There is no guaranteed log n complexity without balancing a binary search tree. While searching/inserting/deleting, you have to navigate through the tree in order to position yourself at the right place and perform the operation. The key question is - what is the number of steps needed to get at the right position? If BST is balanced, you can expect on average 2^(i-1) nodes at the level i. This further means, if the tree has k levels (kis called the height of tree), the expected number of nodes in the tree is 1 + 2 + 4 + .. + 2^(k-1) = 2^k - 1 = n, which gives k = log n, and that is the average number of steps needed to navigate from the root to the leaf.
Having said that, there are various implementations of balanced BST. You mentioned AVL, the other very popular is red-black tree, which is used e.g. in C++ for implementing std::map or in Java for implementing TreeMap.
The worst case, O(n), can happen when you don't balance BST and your tree degenerates into a linked list. It is clear that in order to position at the end of the list (which is a worst case), you have to iterate through the whole list, and this requires n steps.

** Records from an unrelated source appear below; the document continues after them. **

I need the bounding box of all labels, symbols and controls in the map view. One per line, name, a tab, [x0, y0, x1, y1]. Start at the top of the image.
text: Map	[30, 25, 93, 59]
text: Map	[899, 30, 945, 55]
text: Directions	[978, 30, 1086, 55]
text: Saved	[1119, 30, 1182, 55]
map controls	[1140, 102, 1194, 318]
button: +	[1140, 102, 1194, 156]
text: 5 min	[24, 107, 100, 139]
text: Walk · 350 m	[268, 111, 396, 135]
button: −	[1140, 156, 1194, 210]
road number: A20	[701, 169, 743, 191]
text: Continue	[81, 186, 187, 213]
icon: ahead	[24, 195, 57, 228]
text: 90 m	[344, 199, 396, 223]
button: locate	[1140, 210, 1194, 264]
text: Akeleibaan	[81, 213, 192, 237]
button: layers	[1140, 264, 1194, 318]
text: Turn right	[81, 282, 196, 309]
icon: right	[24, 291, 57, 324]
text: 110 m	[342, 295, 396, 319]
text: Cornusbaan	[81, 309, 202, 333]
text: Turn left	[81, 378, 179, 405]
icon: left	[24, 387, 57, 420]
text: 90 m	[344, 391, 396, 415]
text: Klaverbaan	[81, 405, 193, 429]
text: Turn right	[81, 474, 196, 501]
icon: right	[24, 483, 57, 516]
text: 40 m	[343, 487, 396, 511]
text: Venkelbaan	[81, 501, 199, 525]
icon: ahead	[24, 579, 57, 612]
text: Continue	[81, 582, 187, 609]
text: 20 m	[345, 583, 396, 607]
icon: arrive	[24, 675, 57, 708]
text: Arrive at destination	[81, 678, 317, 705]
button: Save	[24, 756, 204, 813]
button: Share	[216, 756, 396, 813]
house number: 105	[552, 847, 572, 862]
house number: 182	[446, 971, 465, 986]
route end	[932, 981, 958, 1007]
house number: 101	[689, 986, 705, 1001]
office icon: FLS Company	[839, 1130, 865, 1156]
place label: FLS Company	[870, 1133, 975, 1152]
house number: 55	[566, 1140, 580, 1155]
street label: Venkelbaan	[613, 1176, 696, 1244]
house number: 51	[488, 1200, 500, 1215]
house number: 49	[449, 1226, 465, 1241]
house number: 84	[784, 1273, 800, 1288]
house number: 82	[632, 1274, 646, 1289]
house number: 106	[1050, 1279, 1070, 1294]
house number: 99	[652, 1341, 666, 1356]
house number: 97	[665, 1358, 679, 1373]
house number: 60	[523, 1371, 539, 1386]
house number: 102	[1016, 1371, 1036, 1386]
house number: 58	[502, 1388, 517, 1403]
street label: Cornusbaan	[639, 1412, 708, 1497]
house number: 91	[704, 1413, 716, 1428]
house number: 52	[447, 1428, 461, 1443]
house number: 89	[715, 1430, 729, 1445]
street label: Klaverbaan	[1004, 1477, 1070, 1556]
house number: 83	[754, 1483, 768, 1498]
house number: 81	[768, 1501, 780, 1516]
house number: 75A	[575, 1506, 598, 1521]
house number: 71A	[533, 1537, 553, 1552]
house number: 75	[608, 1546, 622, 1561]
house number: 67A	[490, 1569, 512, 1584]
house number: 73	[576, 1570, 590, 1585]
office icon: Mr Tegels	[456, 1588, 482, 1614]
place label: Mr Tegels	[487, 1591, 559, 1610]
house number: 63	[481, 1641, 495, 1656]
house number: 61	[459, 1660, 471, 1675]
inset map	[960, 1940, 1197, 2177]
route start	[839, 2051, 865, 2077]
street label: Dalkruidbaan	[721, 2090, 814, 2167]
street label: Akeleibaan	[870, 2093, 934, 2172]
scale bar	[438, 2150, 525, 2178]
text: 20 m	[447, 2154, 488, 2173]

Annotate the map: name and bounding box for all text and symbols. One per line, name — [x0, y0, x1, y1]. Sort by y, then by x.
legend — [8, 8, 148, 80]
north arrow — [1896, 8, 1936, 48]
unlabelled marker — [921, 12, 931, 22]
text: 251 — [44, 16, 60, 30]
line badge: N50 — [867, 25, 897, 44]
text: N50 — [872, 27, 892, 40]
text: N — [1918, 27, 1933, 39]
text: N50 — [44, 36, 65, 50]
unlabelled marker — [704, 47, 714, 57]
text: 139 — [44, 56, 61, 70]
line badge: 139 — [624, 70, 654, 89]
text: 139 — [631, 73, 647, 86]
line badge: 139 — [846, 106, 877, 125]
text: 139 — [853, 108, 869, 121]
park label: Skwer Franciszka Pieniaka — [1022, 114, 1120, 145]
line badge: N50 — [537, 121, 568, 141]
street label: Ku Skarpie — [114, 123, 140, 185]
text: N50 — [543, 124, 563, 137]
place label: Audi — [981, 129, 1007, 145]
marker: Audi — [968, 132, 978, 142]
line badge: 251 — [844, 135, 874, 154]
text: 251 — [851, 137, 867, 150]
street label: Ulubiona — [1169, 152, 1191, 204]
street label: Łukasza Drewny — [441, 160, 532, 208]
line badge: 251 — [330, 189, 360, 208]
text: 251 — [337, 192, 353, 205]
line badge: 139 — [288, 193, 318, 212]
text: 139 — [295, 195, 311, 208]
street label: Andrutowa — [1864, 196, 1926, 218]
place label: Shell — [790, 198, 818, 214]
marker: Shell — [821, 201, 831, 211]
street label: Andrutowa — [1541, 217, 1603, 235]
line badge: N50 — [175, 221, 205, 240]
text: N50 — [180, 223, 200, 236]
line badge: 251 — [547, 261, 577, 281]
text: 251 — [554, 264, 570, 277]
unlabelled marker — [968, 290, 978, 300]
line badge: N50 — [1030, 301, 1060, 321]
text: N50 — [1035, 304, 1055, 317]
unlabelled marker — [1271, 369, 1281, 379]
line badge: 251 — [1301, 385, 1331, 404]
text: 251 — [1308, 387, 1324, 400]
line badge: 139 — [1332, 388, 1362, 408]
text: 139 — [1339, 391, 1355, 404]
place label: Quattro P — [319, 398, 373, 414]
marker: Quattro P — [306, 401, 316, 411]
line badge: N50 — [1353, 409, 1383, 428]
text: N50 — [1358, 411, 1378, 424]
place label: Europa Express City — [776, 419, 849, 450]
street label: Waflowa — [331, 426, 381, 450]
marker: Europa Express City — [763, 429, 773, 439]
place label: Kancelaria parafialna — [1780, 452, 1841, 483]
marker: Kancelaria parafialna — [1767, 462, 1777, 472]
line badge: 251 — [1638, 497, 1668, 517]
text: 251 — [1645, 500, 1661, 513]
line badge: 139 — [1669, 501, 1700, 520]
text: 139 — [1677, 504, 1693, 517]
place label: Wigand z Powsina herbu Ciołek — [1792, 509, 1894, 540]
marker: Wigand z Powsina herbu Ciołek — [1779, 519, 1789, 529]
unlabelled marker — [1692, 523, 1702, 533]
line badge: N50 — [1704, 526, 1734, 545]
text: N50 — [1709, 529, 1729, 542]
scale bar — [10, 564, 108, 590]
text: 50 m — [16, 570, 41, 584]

Balanced Binary Search Trees on the basis of size of left and right child subtrees

I have two questions:
What is the difference between nearly balanced BST and nearly Complete Binary tree. Even if the definition of the former is clear then we can differenciate, but not able to get a relevant article.
Today, in my class I was taught about the condition to be balanced as:
max( size(root.left) , size(root.right) ) <= 3*n/4 ------------ (eqn 1).
Hence, H(n) = height for the tree of n nodes following the above property < = 1+H(3*n/4).
Continuing the recursive steps we get the bound for logn.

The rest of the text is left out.